[Start of Attachment]

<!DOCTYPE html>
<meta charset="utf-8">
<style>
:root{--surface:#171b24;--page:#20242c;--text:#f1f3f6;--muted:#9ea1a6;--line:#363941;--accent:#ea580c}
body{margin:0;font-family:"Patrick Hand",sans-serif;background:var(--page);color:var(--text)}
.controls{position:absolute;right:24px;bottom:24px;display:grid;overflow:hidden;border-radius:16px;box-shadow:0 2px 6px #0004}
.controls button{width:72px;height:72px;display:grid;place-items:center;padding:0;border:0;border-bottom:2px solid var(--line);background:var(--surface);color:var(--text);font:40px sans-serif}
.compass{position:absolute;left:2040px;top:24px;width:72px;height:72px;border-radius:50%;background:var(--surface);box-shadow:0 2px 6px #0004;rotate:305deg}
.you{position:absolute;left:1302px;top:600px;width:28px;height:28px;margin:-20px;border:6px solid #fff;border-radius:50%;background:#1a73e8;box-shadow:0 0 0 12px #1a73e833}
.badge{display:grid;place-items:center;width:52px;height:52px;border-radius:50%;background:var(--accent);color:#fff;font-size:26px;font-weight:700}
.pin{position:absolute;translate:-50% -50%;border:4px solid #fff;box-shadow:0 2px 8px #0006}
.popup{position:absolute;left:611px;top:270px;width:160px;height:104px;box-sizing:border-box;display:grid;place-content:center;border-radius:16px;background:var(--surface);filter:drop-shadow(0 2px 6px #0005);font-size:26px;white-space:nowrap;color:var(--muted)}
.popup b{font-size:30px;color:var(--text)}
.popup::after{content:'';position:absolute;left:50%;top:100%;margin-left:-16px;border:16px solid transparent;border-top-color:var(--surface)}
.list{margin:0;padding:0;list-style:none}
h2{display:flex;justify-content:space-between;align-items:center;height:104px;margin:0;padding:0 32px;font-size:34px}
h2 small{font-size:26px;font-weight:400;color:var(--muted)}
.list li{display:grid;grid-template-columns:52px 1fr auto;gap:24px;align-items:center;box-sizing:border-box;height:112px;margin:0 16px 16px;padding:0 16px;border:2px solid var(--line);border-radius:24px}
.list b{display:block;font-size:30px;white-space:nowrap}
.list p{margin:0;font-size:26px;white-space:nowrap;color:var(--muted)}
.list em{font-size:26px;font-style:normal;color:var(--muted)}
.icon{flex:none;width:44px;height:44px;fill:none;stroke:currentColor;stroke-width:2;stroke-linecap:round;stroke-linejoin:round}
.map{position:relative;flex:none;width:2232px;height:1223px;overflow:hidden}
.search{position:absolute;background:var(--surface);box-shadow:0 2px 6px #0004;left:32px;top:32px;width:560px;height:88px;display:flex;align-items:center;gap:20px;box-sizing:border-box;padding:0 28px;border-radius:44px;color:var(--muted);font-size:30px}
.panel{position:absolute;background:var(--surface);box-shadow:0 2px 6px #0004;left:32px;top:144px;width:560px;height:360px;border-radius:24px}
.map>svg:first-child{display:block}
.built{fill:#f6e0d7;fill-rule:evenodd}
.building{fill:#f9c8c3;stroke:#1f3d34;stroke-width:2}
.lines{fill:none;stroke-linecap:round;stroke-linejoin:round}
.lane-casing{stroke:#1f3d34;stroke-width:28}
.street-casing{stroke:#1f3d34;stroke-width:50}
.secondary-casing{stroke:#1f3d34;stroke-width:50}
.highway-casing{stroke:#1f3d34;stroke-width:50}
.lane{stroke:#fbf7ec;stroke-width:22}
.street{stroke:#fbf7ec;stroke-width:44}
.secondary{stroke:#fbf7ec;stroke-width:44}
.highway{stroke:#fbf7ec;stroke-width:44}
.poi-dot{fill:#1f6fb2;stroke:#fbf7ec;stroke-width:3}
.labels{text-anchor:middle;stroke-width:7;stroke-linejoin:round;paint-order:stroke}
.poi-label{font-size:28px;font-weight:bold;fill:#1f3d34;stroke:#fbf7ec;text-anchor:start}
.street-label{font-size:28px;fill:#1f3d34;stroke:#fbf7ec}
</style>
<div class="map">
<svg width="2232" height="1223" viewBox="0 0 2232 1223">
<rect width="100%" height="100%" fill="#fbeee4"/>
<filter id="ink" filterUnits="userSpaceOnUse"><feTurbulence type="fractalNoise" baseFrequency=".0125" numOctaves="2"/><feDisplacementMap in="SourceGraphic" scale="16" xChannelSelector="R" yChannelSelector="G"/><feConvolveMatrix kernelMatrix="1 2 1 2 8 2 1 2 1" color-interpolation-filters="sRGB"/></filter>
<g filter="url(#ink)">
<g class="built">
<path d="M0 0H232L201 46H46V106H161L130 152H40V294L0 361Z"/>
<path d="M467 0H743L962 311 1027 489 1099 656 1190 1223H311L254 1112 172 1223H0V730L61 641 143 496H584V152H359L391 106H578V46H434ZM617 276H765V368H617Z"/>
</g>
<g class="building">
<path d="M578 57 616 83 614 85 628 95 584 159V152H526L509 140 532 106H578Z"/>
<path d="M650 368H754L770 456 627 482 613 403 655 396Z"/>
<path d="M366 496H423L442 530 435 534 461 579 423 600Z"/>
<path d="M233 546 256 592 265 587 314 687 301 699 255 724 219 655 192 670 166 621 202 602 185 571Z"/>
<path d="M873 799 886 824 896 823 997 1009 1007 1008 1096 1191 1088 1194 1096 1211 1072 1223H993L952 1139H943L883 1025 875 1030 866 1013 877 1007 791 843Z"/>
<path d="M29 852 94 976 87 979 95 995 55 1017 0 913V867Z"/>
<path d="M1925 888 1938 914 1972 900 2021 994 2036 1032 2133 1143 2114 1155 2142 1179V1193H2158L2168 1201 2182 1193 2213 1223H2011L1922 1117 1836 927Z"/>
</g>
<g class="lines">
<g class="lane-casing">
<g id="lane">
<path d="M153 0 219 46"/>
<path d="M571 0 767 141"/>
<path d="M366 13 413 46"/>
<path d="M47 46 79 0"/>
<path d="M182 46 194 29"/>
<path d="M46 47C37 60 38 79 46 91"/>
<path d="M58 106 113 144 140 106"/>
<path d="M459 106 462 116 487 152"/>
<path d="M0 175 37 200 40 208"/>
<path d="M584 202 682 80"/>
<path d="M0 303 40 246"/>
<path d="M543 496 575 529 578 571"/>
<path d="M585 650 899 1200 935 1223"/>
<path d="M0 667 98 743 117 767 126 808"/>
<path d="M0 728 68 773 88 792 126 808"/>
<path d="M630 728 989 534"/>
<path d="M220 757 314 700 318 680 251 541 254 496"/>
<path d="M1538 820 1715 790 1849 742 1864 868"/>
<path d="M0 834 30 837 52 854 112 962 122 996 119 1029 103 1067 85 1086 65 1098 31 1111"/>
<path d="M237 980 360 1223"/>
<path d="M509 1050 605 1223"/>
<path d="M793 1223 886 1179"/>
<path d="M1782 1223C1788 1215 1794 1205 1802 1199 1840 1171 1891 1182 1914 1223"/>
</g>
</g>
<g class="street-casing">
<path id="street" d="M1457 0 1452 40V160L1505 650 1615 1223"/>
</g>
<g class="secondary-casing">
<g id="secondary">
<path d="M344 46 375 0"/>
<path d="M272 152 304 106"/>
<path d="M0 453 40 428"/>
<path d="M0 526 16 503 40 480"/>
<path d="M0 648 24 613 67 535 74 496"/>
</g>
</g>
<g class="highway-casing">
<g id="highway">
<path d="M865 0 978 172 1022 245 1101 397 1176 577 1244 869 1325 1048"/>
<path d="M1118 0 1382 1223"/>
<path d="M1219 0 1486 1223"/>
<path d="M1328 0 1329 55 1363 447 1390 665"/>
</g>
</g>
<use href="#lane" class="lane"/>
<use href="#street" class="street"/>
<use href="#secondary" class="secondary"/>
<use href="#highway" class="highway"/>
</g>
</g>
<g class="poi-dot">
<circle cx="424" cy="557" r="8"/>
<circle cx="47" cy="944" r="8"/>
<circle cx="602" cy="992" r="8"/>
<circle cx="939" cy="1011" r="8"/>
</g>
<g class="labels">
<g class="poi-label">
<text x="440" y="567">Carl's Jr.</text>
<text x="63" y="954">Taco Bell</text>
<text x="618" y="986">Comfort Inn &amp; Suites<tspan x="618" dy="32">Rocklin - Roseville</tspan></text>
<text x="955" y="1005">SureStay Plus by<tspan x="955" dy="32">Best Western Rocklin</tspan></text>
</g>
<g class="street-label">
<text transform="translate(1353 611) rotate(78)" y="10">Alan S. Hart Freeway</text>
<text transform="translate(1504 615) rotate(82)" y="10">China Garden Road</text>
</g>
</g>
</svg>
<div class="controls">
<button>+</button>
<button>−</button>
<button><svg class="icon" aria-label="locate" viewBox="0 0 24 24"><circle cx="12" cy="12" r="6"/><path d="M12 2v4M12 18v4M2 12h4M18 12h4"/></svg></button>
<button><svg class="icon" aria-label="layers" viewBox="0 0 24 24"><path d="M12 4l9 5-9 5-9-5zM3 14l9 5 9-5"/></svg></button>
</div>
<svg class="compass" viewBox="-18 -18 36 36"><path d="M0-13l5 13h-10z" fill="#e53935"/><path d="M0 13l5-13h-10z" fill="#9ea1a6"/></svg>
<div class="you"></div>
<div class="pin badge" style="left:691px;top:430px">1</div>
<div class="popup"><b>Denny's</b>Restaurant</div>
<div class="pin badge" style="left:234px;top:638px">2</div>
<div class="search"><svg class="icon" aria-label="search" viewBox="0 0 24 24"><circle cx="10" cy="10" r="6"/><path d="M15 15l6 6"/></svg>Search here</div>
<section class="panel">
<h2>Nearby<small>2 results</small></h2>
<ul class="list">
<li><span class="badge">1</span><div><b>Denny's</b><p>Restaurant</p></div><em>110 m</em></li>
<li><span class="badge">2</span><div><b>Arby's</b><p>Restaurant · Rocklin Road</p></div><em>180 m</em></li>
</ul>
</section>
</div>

[End of Attachment]

> Work to be completed:
Looking at the records above, which lines contain "linecap"? Copy those lines.

> Response to this exercise:
.icon{flex:none;width:44px;height:44px;fill:none;stroke:currentColor;stroke-width:2;stroke-linecap:round;stroke-linejoin:round}
.lines{fill:none;stroke-linecap:round;stroke-linejoin:round}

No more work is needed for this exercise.